Brief >>
Two lines below mark the span: the one containing "for (const [x, y, w]" and the one containing "stroke(box, '#4a5661', 1.5);". Set down both, plus every line between, exactly as they stand, and nothing else.
* * * * * * *
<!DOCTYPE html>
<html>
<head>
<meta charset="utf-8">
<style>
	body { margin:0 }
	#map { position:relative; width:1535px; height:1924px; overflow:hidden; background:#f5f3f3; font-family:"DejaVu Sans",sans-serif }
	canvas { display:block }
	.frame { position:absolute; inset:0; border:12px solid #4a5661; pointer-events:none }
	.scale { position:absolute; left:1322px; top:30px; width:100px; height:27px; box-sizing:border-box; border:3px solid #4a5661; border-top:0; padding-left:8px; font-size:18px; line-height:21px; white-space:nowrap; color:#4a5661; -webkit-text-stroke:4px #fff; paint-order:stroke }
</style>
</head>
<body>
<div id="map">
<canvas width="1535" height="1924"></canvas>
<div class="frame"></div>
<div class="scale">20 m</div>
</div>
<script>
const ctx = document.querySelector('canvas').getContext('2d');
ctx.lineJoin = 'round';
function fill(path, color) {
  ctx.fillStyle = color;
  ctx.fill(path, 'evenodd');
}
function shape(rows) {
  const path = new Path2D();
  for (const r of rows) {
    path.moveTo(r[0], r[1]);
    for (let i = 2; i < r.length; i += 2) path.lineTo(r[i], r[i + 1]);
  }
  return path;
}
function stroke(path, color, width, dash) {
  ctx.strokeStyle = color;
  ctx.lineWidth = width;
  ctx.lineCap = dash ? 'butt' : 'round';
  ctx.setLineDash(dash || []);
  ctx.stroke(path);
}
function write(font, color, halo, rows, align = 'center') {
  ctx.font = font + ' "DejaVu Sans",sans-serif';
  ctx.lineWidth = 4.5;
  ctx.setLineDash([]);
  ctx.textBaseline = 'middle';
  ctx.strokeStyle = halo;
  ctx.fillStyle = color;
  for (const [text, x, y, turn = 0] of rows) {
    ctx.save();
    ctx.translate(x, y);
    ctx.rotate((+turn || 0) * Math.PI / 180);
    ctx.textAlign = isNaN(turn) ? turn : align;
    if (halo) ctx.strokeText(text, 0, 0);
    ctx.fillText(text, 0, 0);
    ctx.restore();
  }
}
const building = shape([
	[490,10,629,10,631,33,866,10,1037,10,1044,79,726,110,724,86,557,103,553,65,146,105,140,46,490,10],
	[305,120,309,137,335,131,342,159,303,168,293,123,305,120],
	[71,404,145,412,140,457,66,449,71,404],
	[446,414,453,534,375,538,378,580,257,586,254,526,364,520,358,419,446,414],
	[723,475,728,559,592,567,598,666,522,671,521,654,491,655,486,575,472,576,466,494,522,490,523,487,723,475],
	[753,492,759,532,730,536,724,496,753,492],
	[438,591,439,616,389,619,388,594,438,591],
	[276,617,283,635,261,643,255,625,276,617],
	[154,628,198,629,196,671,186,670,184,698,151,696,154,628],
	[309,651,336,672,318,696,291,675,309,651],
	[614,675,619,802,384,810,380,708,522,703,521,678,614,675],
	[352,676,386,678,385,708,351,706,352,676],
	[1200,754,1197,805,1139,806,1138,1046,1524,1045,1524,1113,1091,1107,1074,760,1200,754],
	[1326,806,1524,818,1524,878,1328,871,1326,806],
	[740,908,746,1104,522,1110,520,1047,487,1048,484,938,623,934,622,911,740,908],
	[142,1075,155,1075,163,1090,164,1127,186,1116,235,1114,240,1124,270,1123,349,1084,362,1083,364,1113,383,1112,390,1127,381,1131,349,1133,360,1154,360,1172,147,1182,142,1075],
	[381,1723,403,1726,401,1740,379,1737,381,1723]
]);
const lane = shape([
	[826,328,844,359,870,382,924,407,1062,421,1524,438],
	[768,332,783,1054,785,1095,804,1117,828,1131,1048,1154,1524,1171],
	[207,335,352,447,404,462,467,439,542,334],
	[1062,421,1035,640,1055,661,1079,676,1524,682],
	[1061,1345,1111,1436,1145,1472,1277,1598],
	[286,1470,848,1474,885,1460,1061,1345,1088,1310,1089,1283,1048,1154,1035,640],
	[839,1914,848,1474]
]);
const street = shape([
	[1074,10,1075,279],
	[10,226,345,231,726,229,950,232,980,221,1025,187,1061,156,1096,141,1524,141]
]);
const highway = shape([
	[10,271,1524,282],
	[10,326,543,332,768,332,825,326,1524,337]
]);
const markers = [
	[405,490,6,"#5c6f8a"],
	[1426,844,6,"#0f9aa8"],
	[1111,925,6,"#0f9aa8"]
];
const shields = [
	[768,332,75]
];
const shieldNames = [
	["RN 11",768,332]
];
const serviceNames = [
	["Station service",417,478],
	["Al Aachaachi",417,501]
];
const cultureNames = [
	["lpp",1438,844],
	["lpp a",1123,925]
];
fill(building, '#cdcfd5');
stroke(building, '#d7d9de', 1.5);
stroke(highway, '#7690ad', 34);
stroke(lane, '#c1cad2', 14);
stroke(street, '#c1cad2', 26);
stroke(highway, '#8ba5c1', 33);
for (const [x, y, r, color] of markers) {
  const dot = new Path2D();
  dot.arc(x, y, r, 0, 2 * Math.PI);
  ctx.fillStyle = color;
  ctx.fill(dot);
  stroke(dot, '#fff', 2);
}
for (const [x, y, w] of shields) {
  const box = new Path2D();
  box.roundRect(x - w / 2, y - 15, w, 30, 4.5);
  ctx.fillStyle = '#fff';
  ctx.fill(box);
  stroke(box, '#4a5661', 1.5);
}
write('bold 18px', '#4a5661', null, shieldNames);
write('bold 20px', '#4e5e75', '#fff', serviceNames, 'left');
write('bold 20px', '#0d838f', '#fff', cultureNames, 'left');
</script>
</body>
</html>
* * * * * * *
Answer area >>
for (const [x, y, w] of shields) {
  const box = new Path2D();
  box.roundRect(x - w / 2, y - 15, w, 30, 4.5);
  ctx.fillStyle = '#fff';
  ctx.fill(box);
  stroke(box, '#4a5661', 1.5);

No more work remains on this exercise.